Derek Thomas Dew

4 poems

Reliquary 1

Anything far away

is a lighthouse.

The opera singer

whom people only want

to hear hum

spots one

on the water

off in the distance.

*

It’s actually the locksmith’s roof

peeking above the flood,

but nobody has to know.

*

Later, he walks out to a balcony

—hears a loud crack—

and watches the calico horses

scatter through the trees.

*

Somewhere, on the side of the road,

there are bees in a hawk.

 

Reliquary 2

Don’t bear anywhere because he may not

flood (hand) peanut & peasant.

Summer wants the weakest shingle.

*

I feel safer.

Walking the white fence.

Gather Gander Garden,

and the mermaids painted on the side wall.

With a mask on not every portrait is deaf.

 

Reliquary 3

My wedding ring clinks

on the bottle I try to

sip from before opening.

*

A hawk rips the violin

that keeps the meadow.

*

Silver corn sheaf

asleep in a fist.

*

Long ago, me and my mother

had a happy first night

in a new apartment.

Soon after, I inherited

my sister’s bedroom.

*

You can’t draw a beach.

*

Honor

is to never sneeze

 

Reliquary 4

I painted a white line on the gravel

but the stones walked away.

As I went down the road, the old-timer

approaching the mailbox was whistling.

What a tune! I thought. And

though pierced by birdsong, it followed.

Before long I was at the docks, burning

laundry. But still this whistle followed.

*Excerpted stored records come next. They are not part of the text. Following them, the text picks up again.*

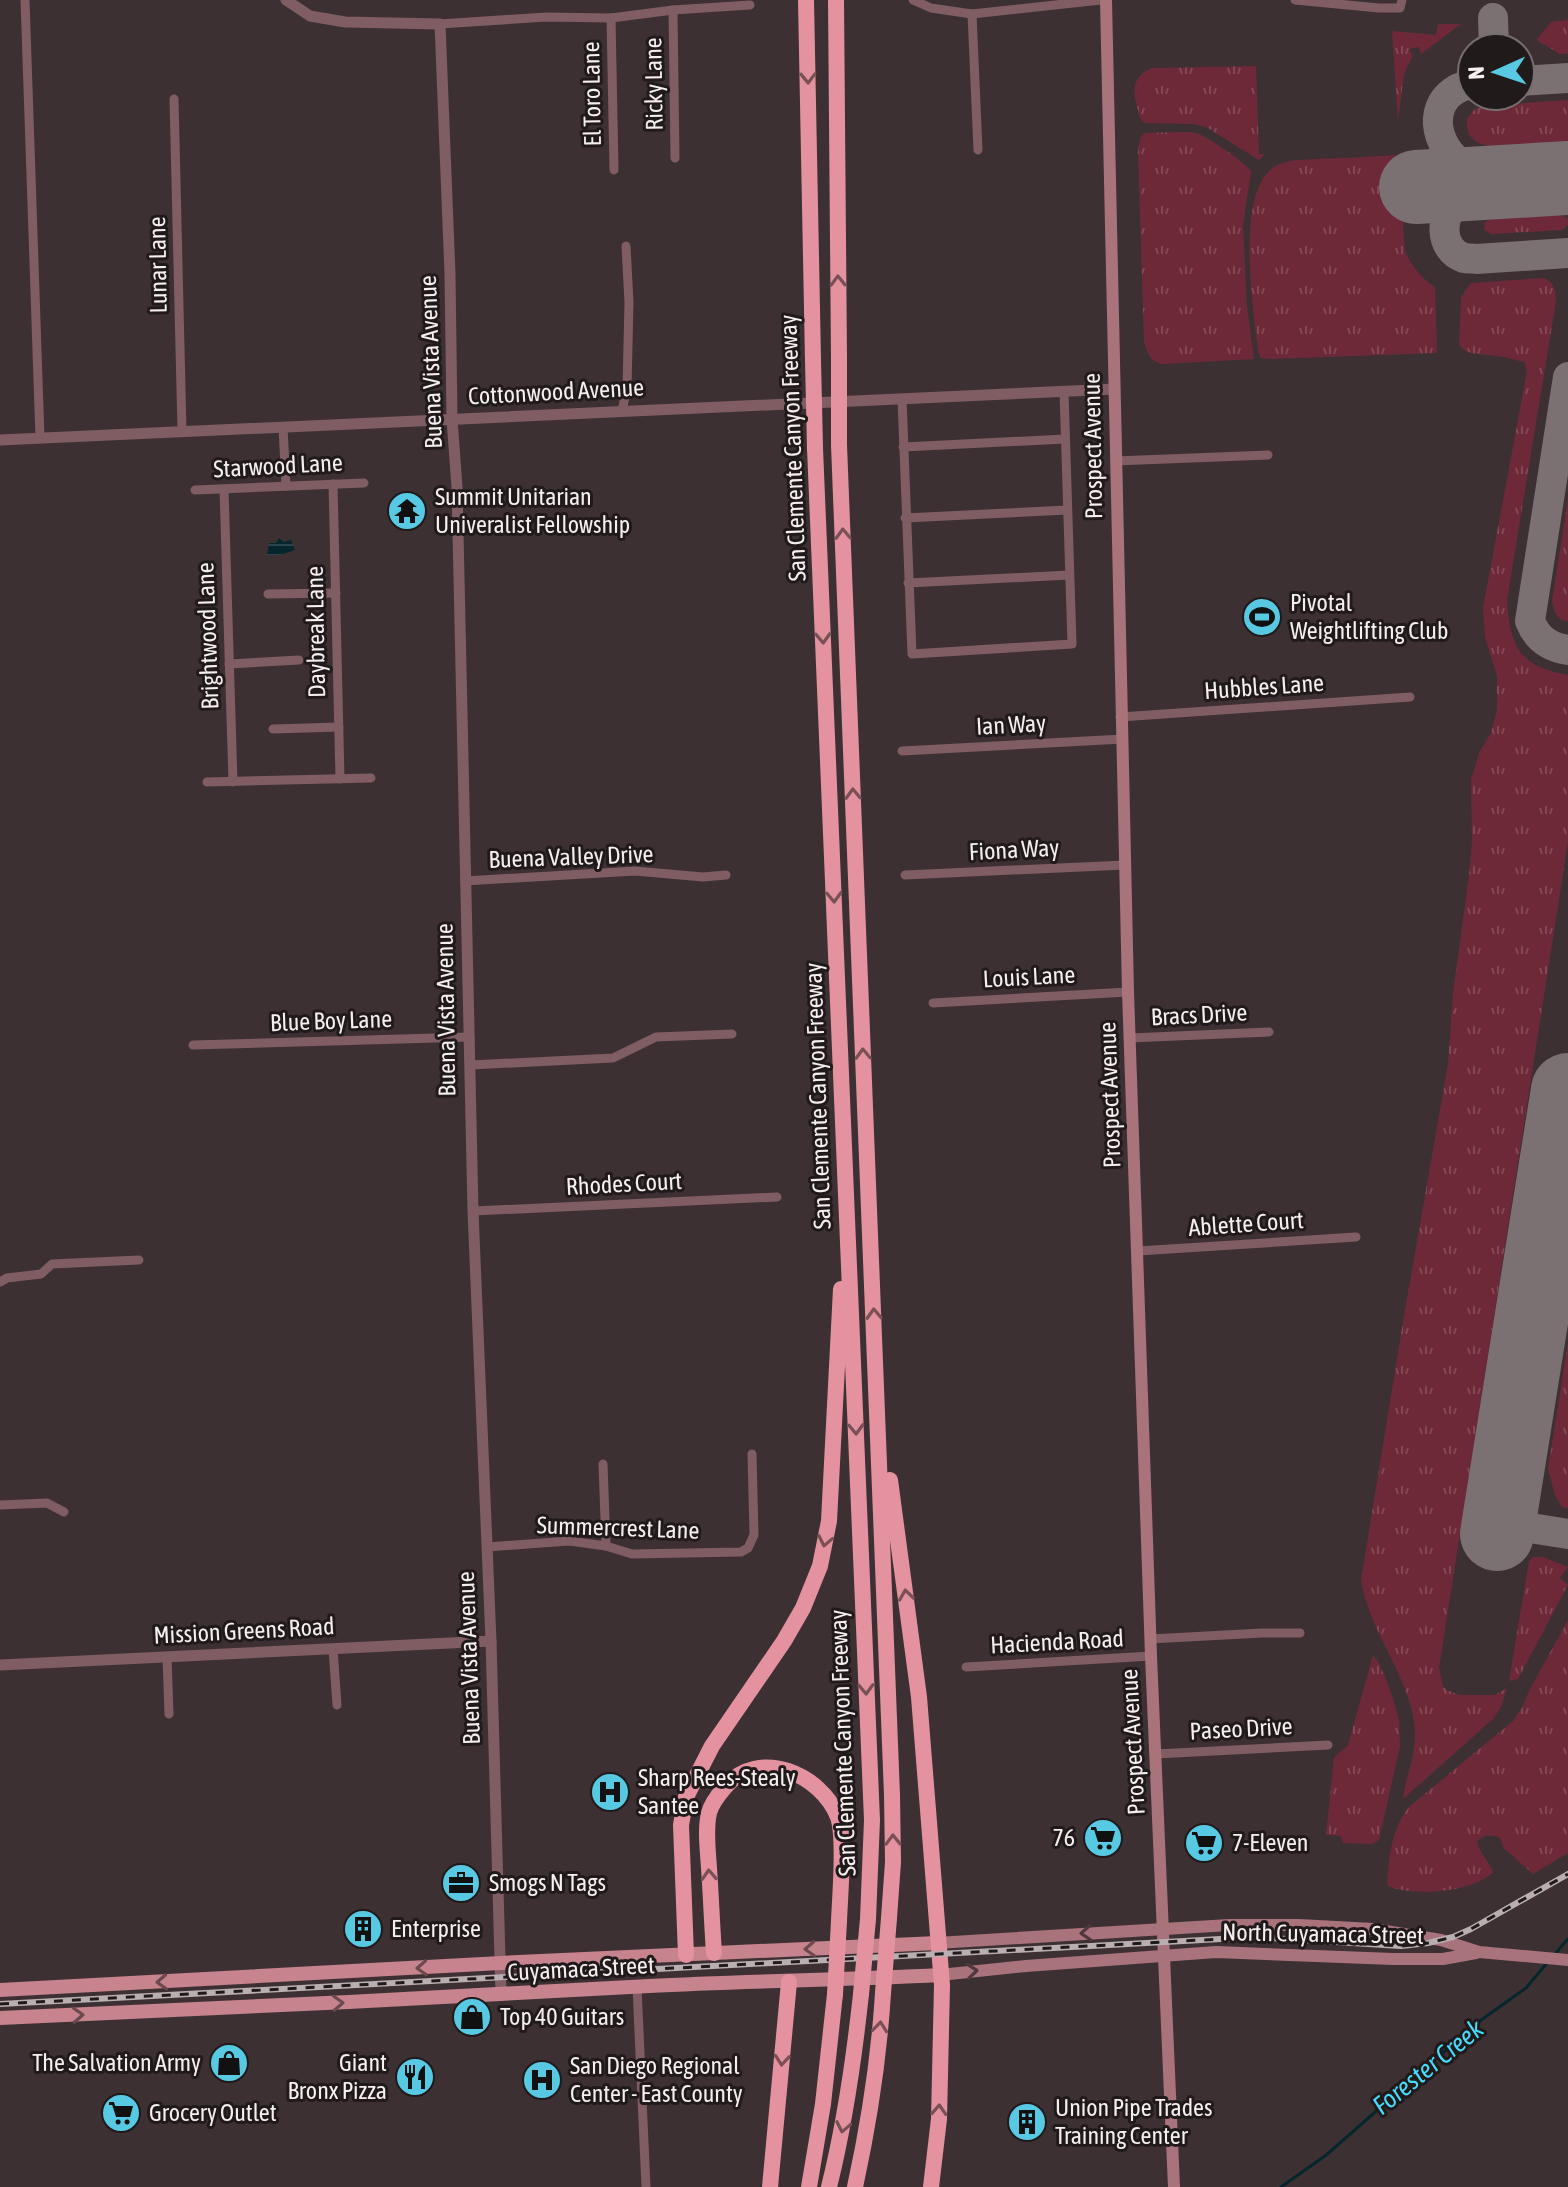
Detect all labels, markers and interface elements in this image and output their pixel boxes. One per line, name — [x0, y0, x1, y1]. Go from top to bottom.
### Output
north arrow — [1456, 32, 1536, 112]
street label: Ricky Lane — [639, 37, 668, 131]
street label: El Toro Lane — [577, 41, 606, 147]
text: N — [1463, 66, 1489, 80]
one-way arrow — [799, 72, 816, 85]
street label: Lunar Lane — [143, 216, 172, 314]
one-way arrow — [829, 274, 847, 287]
street label: Buena Vista Avenue — [414, 275, 447, 449]
street label: San Clemente Canyon Freeway — [774, 314, 811, 582]
street label: Cottonwood Avenue — [467, 373, 645, 410]
street label: Prospect Avenue — [1078, 373, 1107, 519]
street label: Starwood Lane — [213, 449, 343, 482]
place label: Summit Unitarian Univeralist Fellowship — [435, 483, 630, 538]
temple icon: Summit Unitarian Univeralist Fellowship — [386, 490, 428, 532]
one-way arrow — [834, 527, 851, 540]
street label: Brightwood Lane — [191, 562, 224, 710]
street label: Daybreak Lane — [301, 566, 330, 698]
place label: Pivotal Weightlifting Club — [1290, 589, 1448, 644]
sports icon: Pivotal Weightlifting Club — [1241, 596, 1283, 638]
one-way arrow — [814, 632, 831, 645]
street label: Hubbles Lane — [1203, 669, 1325, 704]
street label: Ian Way — [975, 709, 1047, 740]
one-way arrow — [845, 787, 862, 800]
street label: Fiona Way — [968, 834, 1060, 865]
street label: Buena Valley Drive — [488, 840, 654, 873]
one-way arrow — [825, 891, 842, 904]
street label: Buena Vista Avenue — [430, 923, 461, 1097]
street label: Louis Lane — [982, 961, 1076, 992]
street label: San Clemente Canyon Freeway — [799, 962, 836, 1230]
street label: Bracs Drive — [1150, 998, 1248, 1031]
street label: Blue Boy Lane — [270, 1005, 392, 1036]
street label: Prospect Avenue — [1093, 1021, 1126, 1169]
one-way arrow — [855, 1047, 872, 1060]
street label: Rhodes Court — [565, 1167, 683, 1200]
street label: Ablette Court — [1187, 1206, 1305, 1241]
one-way arrow — [866, 1307, 883, 1320]
one-way arrow — [847, 1423, 864, 1436]
street label: Summercrest Lane — [536, 1511, 700, 1544]
one-way arrow — [817, 1533, 834, 1547]
street label: Buena Vista Avenue — [452, 1571, 485, 1745]
one-way arrow — [898, 1588, 915, 1602]
street label: San Clemente Canyon Freeway — [824, 1609, 861, 1877]
street label: Mission Greens Road — [153, 1612, 335, 1649]
street label: Hacienda Road — [990, 1625, 1124, 1658]
street label: Prospect Avenue — [1115, 1668, 1150, 1816]
one-way arrow — [858, 1683, 875, 1696]
street label: Paseo Drive — [1189, 1712, 1293, 1745]
place label: Sharp Rees-Stealy Santee — [638, 1764, 796, 1819]
hospital icon: Sharp Rees-Stealy Santee — [589, 1771, 631, 1813]
supermarket icon: 76 — [1082, 1817, 1124, 1859]
supermarket icon: 7-Eleven — [1183, 1822, 1225, 1864]
place label: 76 — [1052, 1824, 1075, 1851]
place label: 7-Eleven — [1232, 1829, 1308, 1856]
one-way arrow — [884, 1833, 902, 1846]
office icon: Smogs N Tags — [440, 1862, 482, 1904]
one-way arrow — [701, 1868, 718, 1881]
place label: Smogs N Tags — [489, 1869, 606, 1896]
building icon: Enterprise — [342, 1908, 384, 1950]
place label: Enterprise — [391, 1915, 481, 1942]
street label: North Cuyamaca Street — [1222, 1918, 1424, 1949]
one-way arrow — [1079, 1925, 1092, 1942]
one-way arrow — [803, 1940, 816, 1957]
street label: Cuyamaca Street — [507, 1951, 655, 1986]
one-way arrow — [415, 1959, 428, 1976]
one-way arrow — [966, 1963, 979, 1980]
one-way arrow — [155, 1973, 168, 1990]
one-way arrow — [332, 1995, 345, 2012]
shop icon: Top 40 Guitars — [451, 1996, 493, 2038]
place label: Top 40 Guitars — [500, 2003, 624, 2030]
one-way arrow — [72, 2007, 85, 2024]
water label: Forester Creek — [1367, 2013, 1490, 2121]
one-way arrow — [872, 2020, 889, 2033]
shop icon: The Salvation Army — [208, 2042, 250, 2084]
place label: The Salvation Army — [32, 2049, 201, 2076]
place label: Giant Bronx Pizza — [287, 2049, 387, 2104]
place label: San Diego Regional Center - East County — [570, 2052, 743, 2107]
one-way arrow — [774, 2054, 791, 2067]
restaurant icon: Giant Bronx Pizza — [394, 2056, 436, 2098]
hospital icon: San Diego Regional Center - East County — [521, 2059, 563, 2101]
supermarket icon: Grocery Outlet — [100, 2092, 142, 2134]
place label: Union Pipe Trades Training Center — [1055, 2094, 1213, 2149]
place label: Grocery Outlet — [149, 2099, 277, 2126]
building icon: Union Pipe Trades Training Center — [1006, 2101, 1048, 2143]
one-way arrow — [931, 2103, 948, 2116]
one-way arrow — [835, 2120, 852, 2134]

Mice mossed a trumpet. Day came train

bending into the tunnel before connected I

two or three moths singing their small

hearts for the wet dusk and lights

flashing green. Down the road, it’s

all this neon. But down the fence,

the same green whistle.

By now, we have laughed at either side

of the volcano. We touched the spot on

the owl where moon might have an ear.

I painted a white line across a whale

but didn’t know a single man at sea.

 

Derek Thomas Dew has taught Freestyle workshops in the California public schools, and his music and poetry is featured on the Oregon coast radio program Powerful Poetry through KCIW. It is available on Sound Cloud as well as Band Camp. His literary work has appeared in a number of anthologies, including Dead and Undead Poems: Zombies, Ghosts, Vampires and Devils (Everyman Press/Knopf, 2014), Noble Dissent, Not a Drop, Elementary My Dear Watson, and The Bees’ Breakfast (all from Beautiful Dragons Press). His poetry has appeared in journals, including Interim, Twyckenham Notes, The Maynard, The Curator, Two Hawks Quarterly, and Hawaii Pacific Review. His manuscripts Almond Psalm and Riddle Field were semi-finalists in American competitions for the Word Works Washington Prize, the Elixir Press Antivenom Award, and the Brittingham Prize. He is a winner of an Oregon Opportunity Grant and an Omnidawn Publishing Workshop Scholarship. His readings include international events at The Poets’ House in Donegal, Ireland and at the Lancaster Poetry Festival in Lancaster, England. His work has been translated into Chinese and has been published in several Asian periodicals. He is working on three poetry manuscripts: Maple’s Labor, a book of poems about the physical phenomena of skateboarding, RIDDLE FIELD, and Roman Candle Brake Light. He currently lives in Oregon, where he is studying at the University of Oregon.